UK Wholesale Prices

Published 27 June 19

Market views taken for trade occurring between 1 to 27 June. Prices reported are indicative of values achieved over the reporting period for spot trade (excludes contracted prices).

The following prices represent an indicative average of UK wholesale markets. The “average” prices should be used to track trends while the commentary will contain prices seen through the month.

All prices quoted are in £/tonne.

Fat prices declined in June, while other markets were steadier. Production is well past the peak and has started to move more in line with year-ago levels. While this means there shouldn’t be concerns about short-term oversupply, the hangover of high stocks still weighed on the market. The pound weakened further through June, which may have put some supporting upwards pressure on the price for those trading in euros.

Demand for butter continued to be lacklustre and trading activity was low. Prices continued to creep down as a result.
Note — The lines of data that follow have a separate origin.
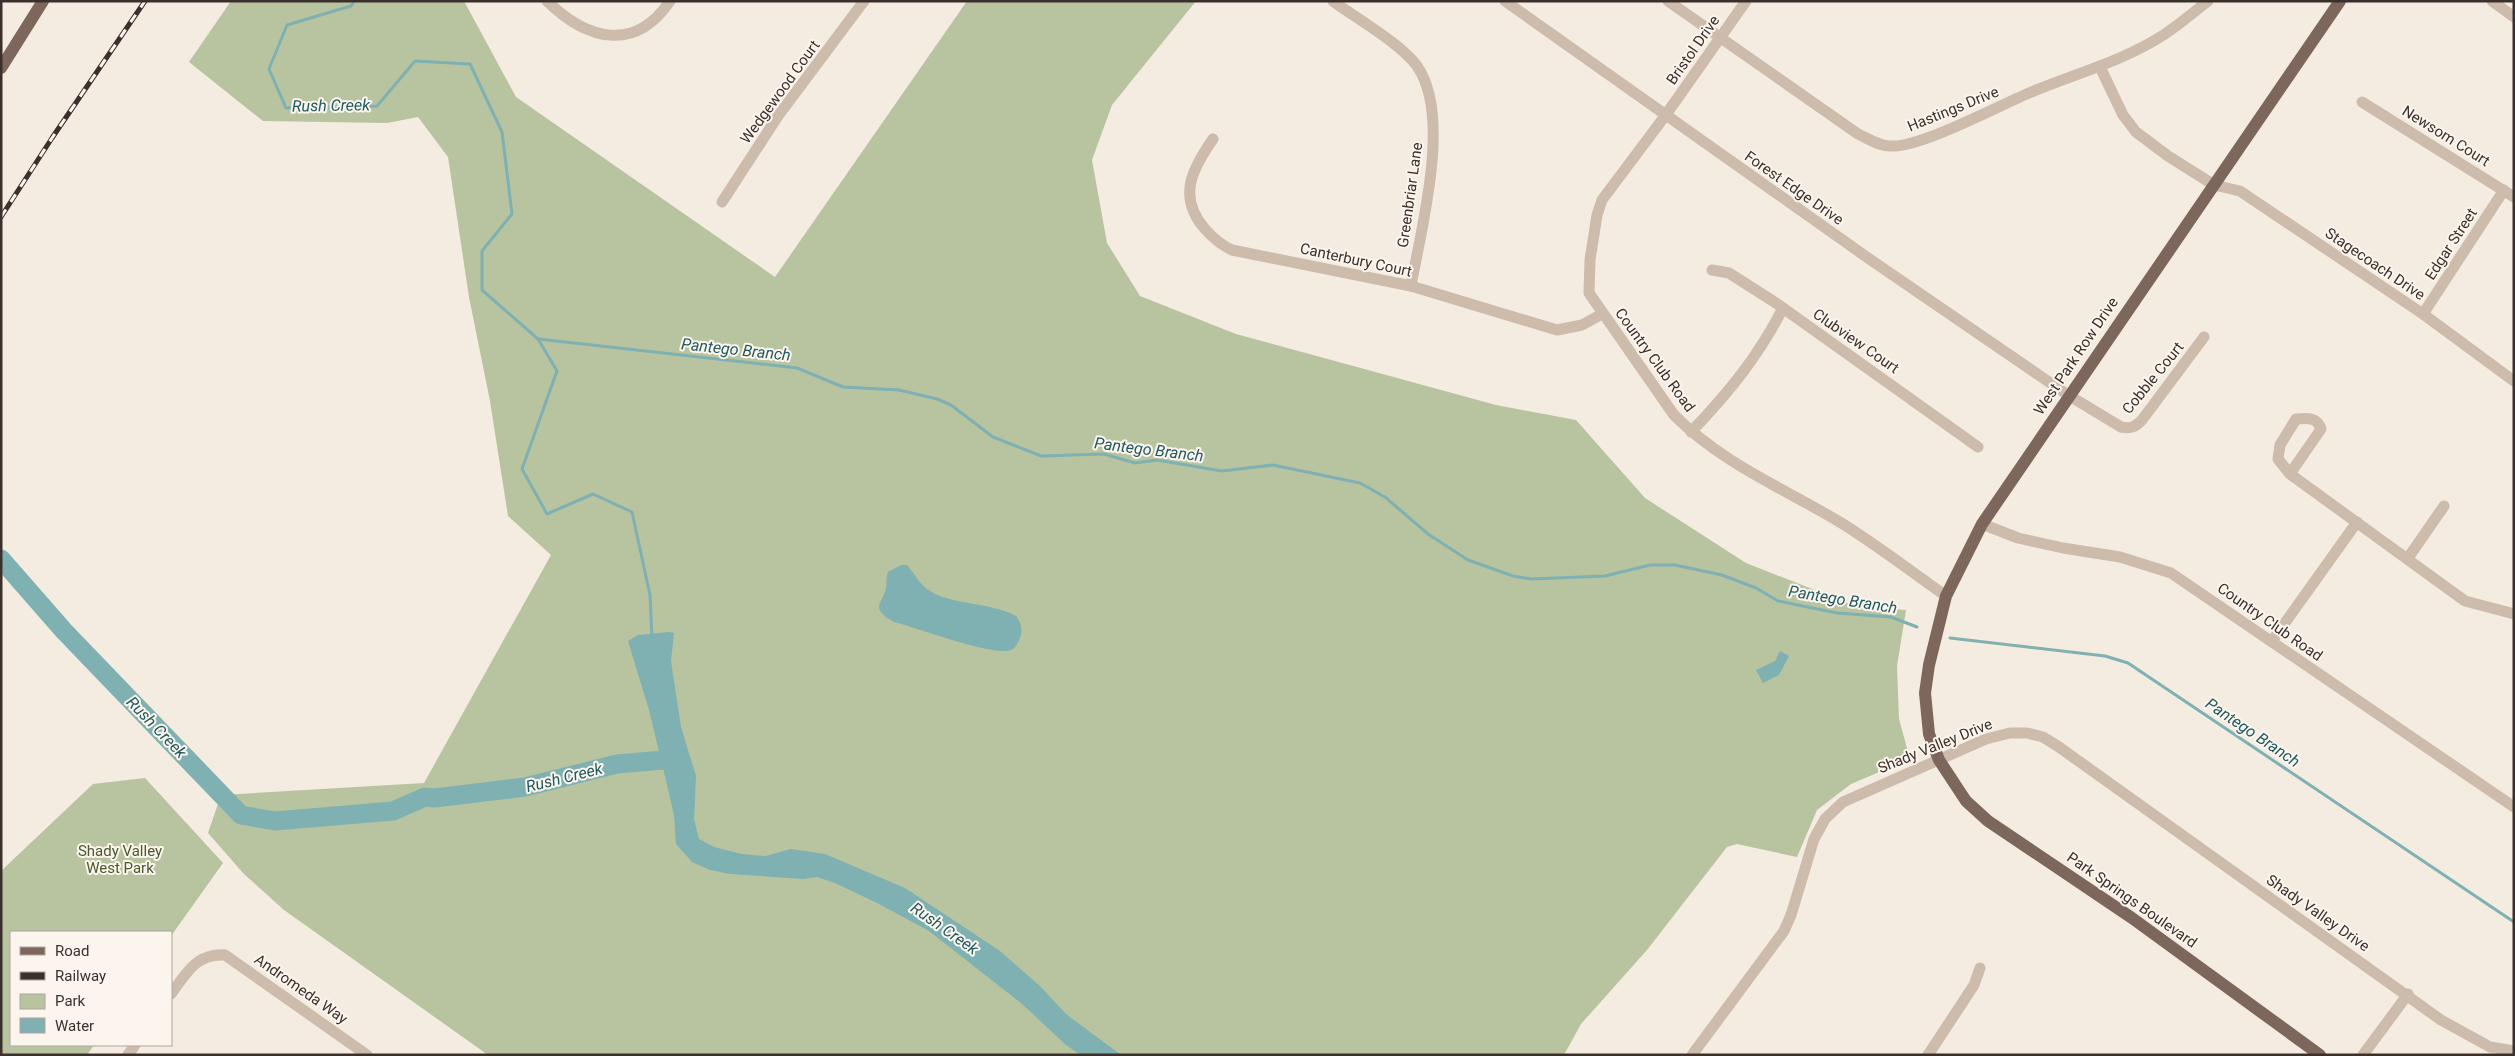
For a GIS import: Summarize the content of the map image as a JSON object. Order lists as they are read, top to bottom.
{
  "streets": {
    "main road": ["West Park Row Drive", "Park Springs Boulevard"],
    "street": [
      "Bristol Drive",
      "Wedgewood Court",
      "Hastings Drive",
      "Newsom Court",
      "Forest Edge Drive",
      "Greenbriar Lane",
      "Edgar Street",
      "Canterbury Court",
      "Stagecoach Drive",
      "Clubview Court",
      "Country Club Road",
      "Cobble Court",
      "Shady Valley Drive",
      "Andromeda Way"
    ]
  },
  "crossings": [
    ["Bristol Drive", "Hastings Drive"],
    ["Bristol Drive", "Forest Edge Drive"],
    ["Bristol Drive", "Country Club Road"],
    ["Hastings Drive", "Stagecoach Drive"],
    ["Newsom Court", "Edgar Street"],
    ["Forest Edge Drive", "West Park Row Drive"],
    ["Forest Edge Drive", "Country Club Road"],
    ["Forest Edge Drive", "Cobble Court"],
    ["Greenbriar Lane", "Canterbury Court"],
    ["Edgar Street", "Stagecoach Drive"],
    ["Canterbury Court", "Country Club Road"],
    ["Stagecoach Drive", "West Park Row Drive"],
    ["West Park Row Drive", "Country Club Road"],
    ["West Park Row Drive", "Cobble Court"],
    ["West Park Row Drive", "Shady Valley Drive"],
    ["West Park Row Drive", "Park Springs Boulevard"],
    ["Shady Valley Drive", "Park Springs Boulevard"]
  ],
  "water": ["Rush Creek", "Pantego Branch"],
  "parks": ["Shady Valley West Park"],
  "legend": [
    "Road",
    "Railway",
    "Park",
    "Water"
  ]
}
The June average butter price is the lowest for nearly three years. Stocks reportedly remain high in both the UK and Europe. Some reports link the lack of demand to reformulation; when prices were high companies started changing their recipes to include less butter, and with changes now made their reduction in butter demand could be long term.

Cream prices saw another dip in June, particularly mid-month, with some recovery towards the end. Supplies were good with little incentive to turn cream into butter. Summertime is soft fruit season and usually there is a seasonal lift in fresh cream demand to accompany it; cool and wet weather during June may have dampened this interest in the UK. On the upside, hot weather on the continent last week pushed up demand from Europe, likely aiding the late recovery in price. With European temperatures forecast to soar this demand may continue into the coming weeks. Overall, declines were dominant in the month, with the average price down 4% on May.

The recent rally in skimmed milk powder prices appears to have ended, with prices throughout the month generally reported to be stable. However as prices were rising through to the start of the month this still puts the June average 5% above the May average.

Mild cheddar prices continue to hold steady with only small movements as trade continued to be thin.

UK Wholesale Table
                          UK Wholesale Graph              

Notes: Prices have been compiled by talking to dairy product sellers, traders and buyers. Panel discussions on market conditions and prices covered trades agreed for the period 1 to 27 June. The published prices will not necessarily match the actual price received by a milk processor as this will depend, amongst other things, on the proportion of product that is sold on the spot market and the proportion sold under longer term contracts and at what price this is done.